▶ _Task to complete_: For each line of the listing that holds "scale", show the full line.

▶ _Information provided_:

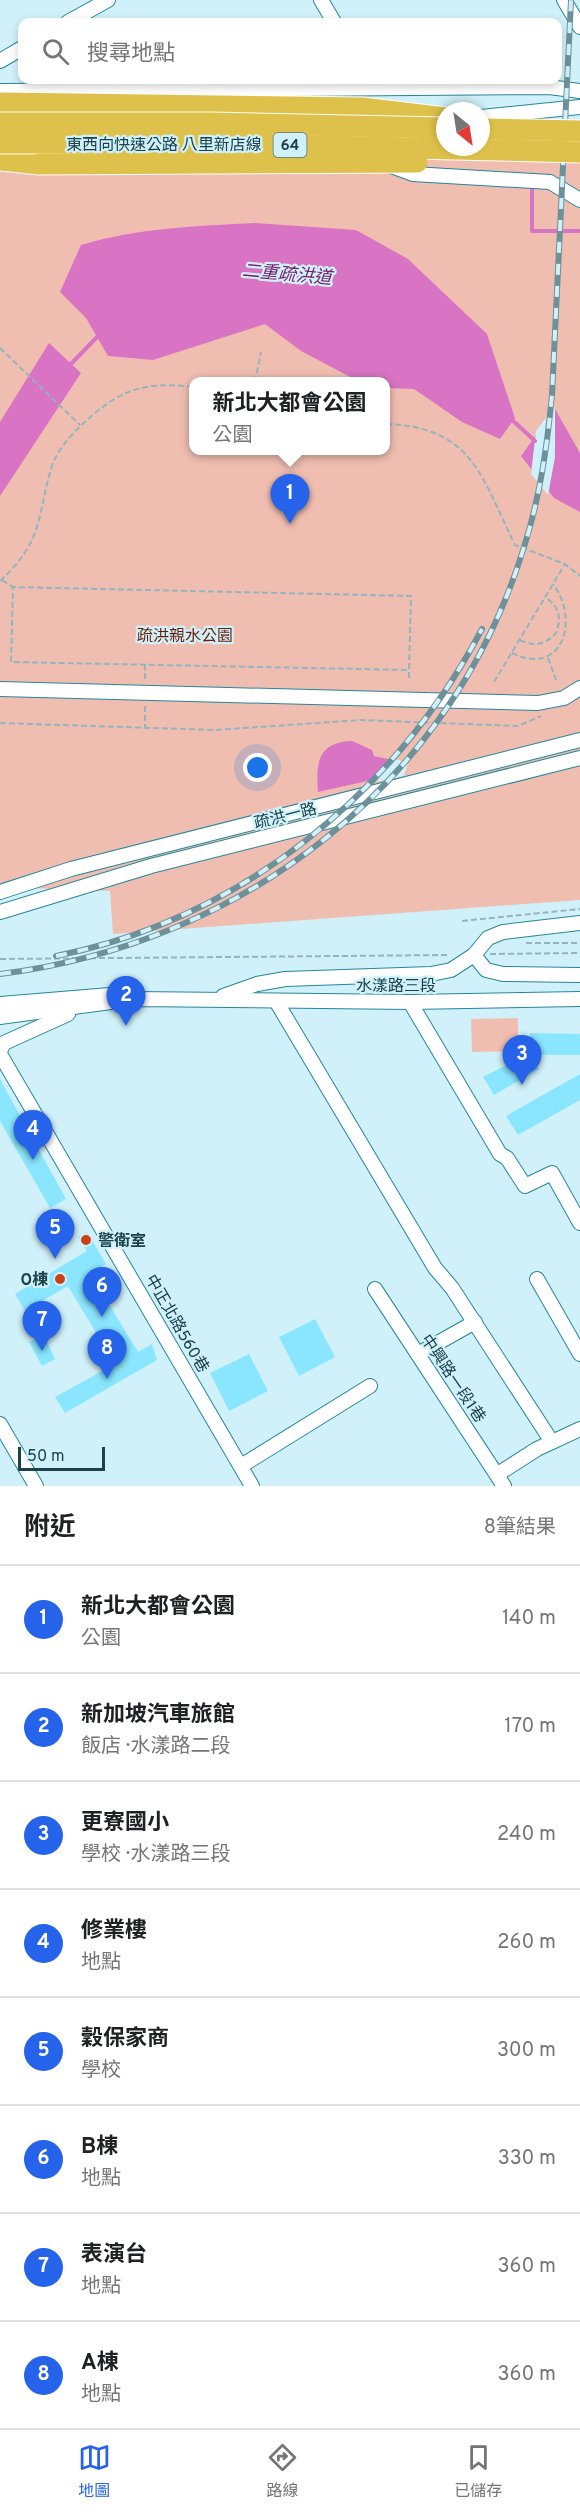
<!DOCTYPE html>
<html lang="zh-TW">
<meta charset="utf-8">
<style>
:root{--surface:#fff;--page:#f2f2f2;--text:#202124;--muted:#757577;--line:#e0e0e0;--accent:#2563eb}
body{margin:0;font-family:Overpass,"Noto Sans TC",sans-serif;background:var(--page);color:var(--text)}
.compass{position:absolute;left:436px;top:102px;width:54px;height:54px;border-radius:50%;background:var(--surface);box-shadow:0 3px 9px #0003;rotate:150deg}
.scale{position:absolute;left:18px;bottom:15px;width:87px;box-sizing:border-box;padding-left:6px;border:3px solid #1b414a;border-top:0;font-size:16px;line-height:21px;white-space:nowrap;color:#1b414a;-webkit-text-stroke:4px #d0f1fa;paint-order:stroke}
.you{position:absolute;left:258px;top:768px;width:21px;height:21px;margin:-15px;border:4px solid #fff;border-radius:50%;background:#1a73e8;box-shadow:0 0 0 9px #1a73e833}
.badge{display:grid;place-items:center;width:39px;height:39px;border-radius:50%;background:var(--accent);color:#fff;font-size:20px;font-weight:700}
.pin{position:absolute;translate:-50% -50px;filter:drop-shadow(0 2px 3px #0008)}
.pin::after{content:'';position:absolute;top:32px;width:21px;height:18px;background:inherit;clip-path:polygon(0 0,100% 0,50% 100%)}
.popup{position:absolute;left:189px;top:377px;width:201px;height:78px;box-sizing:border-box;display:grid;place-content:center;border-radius:12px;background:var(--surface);filter:drop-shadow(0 2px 4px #0005);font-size:20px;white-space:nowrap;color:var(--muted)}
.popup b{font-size:22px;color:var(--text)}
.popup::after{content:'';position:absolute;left:50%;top:100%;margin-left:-12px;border:12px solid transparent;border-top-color:var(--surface)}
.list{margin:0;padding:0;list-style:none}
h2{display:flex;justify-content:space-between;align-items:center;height:78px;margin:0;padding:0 24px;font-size:26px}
h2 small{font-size:20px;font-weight:400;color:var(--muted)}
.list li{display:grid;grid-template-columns:39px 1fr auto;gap:18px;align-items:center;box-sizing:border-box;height:108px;padding:0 24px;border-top:2px solid var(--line)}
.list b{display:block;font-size:22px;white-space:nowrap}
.list p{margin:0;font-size:20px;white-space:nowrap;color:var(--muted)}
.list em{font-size:20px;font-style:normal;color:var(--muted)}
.icon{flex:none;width:33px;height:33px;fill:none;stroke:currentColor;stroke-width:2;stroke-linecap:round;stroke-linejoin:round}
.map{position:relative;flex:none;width:580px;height:1486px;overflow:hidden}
.search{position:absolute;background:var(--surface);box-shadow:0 3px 9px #0003;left:18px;right:18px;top:18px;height:66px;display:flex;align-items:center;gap:15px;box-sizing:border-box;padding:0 21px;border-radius:12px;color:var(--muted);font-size:22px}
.sheet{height:942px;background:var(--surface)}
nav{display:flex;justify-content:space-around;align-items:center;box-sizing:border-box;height:84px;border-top:2px solid var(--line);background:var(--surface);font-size:16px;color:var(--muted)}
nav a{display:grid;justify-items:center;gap:3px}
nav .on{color:var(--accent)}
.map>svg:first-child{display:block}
.green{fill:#f0beb1;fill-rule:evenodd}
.water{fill:#d874c3}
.pier{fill:#d0f1fa}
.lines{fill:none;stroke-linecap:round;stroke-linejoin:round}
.stream{stroke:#d874c3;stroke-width:4}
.building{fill:#8ae6fe}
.minor-casing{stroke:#25869b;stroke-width:16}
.highway-casing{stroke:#fff;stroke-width:23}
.path{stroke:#92b5be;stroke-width:2;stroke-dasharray:6 3;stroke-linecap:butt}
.minor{stroke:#fff;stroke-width:14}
.highway{stroke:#dec14b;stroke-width:21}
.rail-casing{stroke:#6d919a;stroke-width:6}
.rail{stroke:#d0f1fa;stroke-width:4;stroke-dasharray:11;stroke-linecap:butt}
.highway-bridge-casing{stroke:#fff;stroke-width:23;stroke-linecap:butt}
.highway-bridge{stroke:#dec14b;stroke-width:21}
.poi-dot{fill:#c94019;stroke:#d0f1fa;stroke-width:2}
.labels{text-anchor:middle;stroke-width:4.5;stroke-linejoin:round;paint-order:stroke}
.shield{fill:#d0f1fa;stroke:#51767f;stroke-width:1.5}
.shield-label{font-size:15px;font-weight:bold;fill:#1b414a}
.street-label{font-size:16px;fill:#1b414a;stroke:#d0f1fa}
.park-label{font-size:16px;fill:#681c07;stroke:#d0f1fa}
.poi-label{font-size:16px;font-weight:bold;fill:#1b414a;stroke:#d0f1fa;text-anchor:start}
.water-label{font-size:18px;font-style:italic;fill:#79206a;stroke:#d0f1fa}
</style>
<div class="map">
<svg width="580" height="1486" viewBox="0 0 580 1486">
<rect width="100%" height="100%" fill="#d0f1fa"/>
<!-- green -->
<g class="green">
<path d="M 580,159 L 580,900 L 113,934 L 110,891 L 0,887 L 0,160 ZM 194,382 L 386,382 L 386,450 L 194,450 Z"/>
<path d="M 518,1018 L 518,1051 L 472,1052 L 471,1019 Z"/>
</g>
<!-- water -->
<g class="water">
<path d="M 255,223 L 356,230 L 408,259 L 487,334 L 515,418 L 500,439 L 462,422 L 414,389 L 386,388 L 386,382 L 358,381 L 301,351 L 265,324 L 153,360 L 108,356 L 86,318 L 60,292 L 81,245 C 138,228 196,226 255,223 Z"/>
<path d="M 49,343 L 81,373 L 0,496 L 0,422 Z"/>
<path d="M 555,409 L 580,453 L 580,512 L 554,498 L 521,456 Z"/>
<path d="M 352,741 L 372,750 L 374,756 L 401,762 L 403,773 L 318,792 C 316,764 317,742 352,741 Z"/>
</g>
<!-- pier -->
<g class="pier">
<path d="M 555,406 L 555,457 L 548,495 L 531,474 L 536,431 Z"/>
<path d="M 393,758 L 408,763 L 404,776 L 369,783 Z"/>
</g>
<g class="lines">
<!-- stream -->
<g class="stream">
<path d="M 532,190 L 532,231 L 579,231"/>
<path d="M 69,366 L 99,335"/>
<path d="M 510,418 L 535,441"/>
</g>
</g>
<!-- building -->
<g class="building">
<path d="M 530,1033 L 580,1034 L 580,1055 L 531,1055 L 539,1069 L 494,1095 L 483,1077 L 530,1053 Z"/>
<path d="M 580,1074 L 580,1100 L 518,1135 L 506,1116 Z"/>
<path d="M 0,1079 L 66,1199 L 50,1208 L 0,1121 Z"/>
<path d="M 87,1232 L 106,1264 L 90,1273 L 138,1352 L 152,1344 L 157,1360 L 65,1413 L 55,1397 L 115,1364 L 68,1286 L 25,1311 L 15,1294 L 87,1251 L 78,1237 Z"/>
<path d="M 315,1319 L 335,1357 L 299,1376 L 279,1337 Z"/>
<path d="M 44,1335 L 55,1359 L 42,1366 L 29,1342 Z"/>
<path d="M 249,1354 L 268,1391 L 229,1411 L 210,1373 Z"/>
</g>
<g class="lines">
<!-- minor casing -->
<g class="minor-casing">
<g id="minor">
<path d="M 321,0 L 334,22"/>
<path d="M 564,0 L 580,27"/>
<path d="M 68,22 L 108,0"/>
<path d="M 0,61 L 22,48"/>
<path d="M 0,91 L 549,87 L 580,91"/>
<path d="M 481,117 L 580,107"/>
<path d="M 391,166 L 413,174 L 550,182 L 580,200"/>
<path d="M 0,689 L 538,703 L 564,698 L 580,688"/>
<path d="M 0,892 L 71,869 L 580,740"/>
<path d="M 0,912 L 151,866 L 580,758"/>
<path d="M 580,923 L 503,932 L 488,938 L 474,955 L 486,970 L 503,974 L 580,975"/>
<path d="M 223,996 L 257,984 L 285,979 L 431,974 L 451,970 L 474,955"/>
<path d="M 276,1001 L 435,1268 L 452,1288 L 552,1442"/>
<path d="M 410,1002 L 500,1154 L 507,1158 L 525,1186 L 552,1173 L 580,1223"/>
<path d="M 0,1004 L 110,995"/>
<path d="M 0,1017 L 133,999 L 410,1002 L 580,999"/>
<path d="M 0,1051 L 4,1043 L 68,1014"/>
<path d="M 0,1054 L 252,1486"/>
<path d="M 537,1279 L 580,1354"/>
<path d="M 375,1289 L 504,1486"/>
<path d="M 418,1354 L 475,1322"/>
<path d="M 0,1424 L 36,1486"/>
<path d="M 241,1466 L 370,1386"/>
<path d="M 498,1474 L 537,1449 L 580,1429"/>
</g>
</g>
<!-- highway casing -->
<g class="highway-casing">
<g id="highway">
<path d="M 0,103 L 362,108 L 445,118"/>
<path d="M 0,160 L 39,164"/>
</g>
</g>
<!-- path -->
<g class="path">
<path d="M 0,348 L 80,425"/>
<path d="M 255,382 L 261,352"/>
<path d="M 386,424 C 474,427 482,479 515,545 L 565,564 L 580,576"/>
<path d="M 2,580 L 13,587"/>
<path d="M 0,581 C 45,539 36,518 52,466 C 59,441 102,403 126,393 C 147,384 172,384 194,387"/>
<path d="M 520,640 C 534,647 545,645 556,633 C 562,618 559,606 545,597"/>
<path d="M 512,653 C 563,678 580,619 553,584"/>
<path d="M 548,658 L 556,680"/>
<path d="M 409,678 L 409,670 L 411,596 L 13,587 L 11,662 L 409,670"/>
<path d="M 145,679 L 145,664"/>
<path d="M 494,682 L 565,564"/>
<path d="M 145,706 L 145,727"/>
<path d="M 0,723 L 215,730 L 361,720 L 518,726 L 541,716"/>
<path d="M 462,921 L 580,909"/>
<path d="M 526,943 L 580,943"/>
<path d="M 490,954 L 580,953"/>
<path d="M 0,959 L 450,955"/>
</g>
<!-- minor -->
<use href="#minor" class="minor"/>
<!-- highway -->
<use href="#highway" class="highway"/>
<!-- rail casing -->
<g class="rail-casing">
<g id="rail">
<path d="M 56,956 C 241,919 395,794 482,629"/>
<path d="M 0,974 C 242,944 452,784 524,547 C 540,497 547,447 552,395 L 571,0"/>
</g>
</g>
<!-- rail -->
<use href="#rail" class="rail"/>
<!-- highway-bridge casing -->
<g class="highway-bridge-casing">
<g id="highway-bridge">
<path d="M 0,123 L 211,123 L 445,128"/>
<path d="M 481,129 L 580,131"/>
<path d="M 0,143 L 194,143 L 580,152"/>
<path d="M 39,164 L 417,162"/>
</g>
</g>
<!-- highway-bridge -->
<use href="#highway-bridge" class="highway-bridge"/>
</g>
<!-- markers -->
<g class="poi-dot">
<circle cx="86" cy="1240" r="6"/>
<circle cx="60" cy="1279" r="6"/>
</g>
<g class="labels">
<!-- shield labels -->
<rect class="shield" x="273.5" y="133" width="33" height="24" rx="4.5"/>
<g class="shield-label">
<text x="290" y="150">64</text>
</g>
<!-- street labels -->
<g class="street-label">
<text x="164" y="150">東西向快速公路 八里新店線</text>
<text transform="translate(285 815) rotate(-14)" y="6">疏洪一路</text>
<text x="396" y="991">水漾路三段</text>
<text transform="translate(178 1323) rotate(60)" y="6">中正北路560巷</text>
<text transform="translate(454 1378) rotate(56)" y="6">中興路一段1巷</text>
</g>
<!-- park labels -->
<g class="park-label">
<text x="185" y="641">疏洪親水公園</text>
</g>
<!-- poi labels -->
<g class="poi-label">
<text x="98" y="1246">警衛室</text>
<text x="48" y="1285" text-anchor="end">O棟</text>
</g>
<!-- water labels -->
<g class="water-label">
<text transform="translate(287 274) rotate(5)" y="6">二重疏洪道</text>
</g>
</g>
</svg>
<svg class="compass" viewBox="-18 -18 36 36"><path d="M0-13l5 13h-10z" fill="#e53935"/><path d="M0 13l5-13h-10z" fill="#757577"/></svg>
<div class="scale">50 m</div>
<div class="you"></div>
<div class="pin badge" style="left:290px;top:524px">1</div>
<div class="popup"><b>新北大都會公園</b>公園</div>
<div class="pin badge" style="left:126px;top:1026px">2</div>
<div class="pin badge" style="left:522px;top:1085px">3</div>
<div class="pin badge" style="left:33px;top:1160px">4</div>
<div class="pin badge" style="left:55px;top:1259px">5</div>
<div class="pin badge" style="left:102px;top:1317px">6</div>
<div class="pin badge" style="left:42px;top:1351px">7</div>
<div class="pin badge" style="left:107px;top:1379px">8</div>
<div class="search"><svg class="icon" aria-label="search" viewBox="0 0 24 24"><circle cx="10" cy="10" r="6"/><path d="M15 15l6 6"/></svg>搜尋地點</div>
</div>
<section class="sheet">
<h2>附近<small>8筆結果</small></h2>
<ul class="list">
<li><span class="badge">1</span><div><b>新北大都會公園</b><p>公園</p></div><em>140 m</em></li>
<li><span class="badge">2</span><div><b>新加坡汽車旅館</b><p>飯店 · 水漾路二段</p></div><em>170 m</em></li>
<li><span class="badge">3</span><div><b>更寮國小</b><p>學校 · 水漾路三段</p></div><em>240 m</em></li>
<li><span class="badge">4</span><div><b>修業樓</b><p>地點</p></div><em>260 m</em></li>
<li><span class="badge">5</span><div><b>穀保家商</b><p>學校</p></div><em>300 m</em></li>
<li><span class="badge">6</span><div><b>B棟</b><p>地點</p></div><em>330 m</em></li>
<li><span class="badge">7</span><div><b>表演台</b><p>地點</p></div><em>360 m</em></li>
<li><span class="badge">8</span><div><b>A棟</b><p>地點</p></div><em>360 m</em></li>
</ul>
</section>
<nav>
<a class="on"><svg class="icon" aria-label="map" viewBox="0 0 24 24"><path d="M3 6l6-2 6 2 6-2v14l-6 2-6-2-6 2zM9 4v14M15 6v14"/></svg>地圖</a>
<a><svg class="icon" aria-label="directions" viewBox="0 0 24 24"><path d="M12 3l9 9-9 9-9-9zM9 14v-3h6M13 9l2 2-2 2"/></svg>路線</a>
<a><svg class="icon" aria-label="saved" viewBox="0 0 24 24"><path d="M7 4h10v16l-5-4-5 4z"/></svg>已儲存</a>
</nav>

▶ _Written reply_:
.scale{position:absolute;left:18px;bottom:15px;width:87px;box-sizing:border-box;padding-left:6px;border:3px solid #1b414a;border-top:0;font-size:16px;line-height:21px;white-space:nowrap;color:#1b414a;-webkit-text-stroke:4px #d0f1fa;paint-order:stroke}
<div class="scale">50 m</div>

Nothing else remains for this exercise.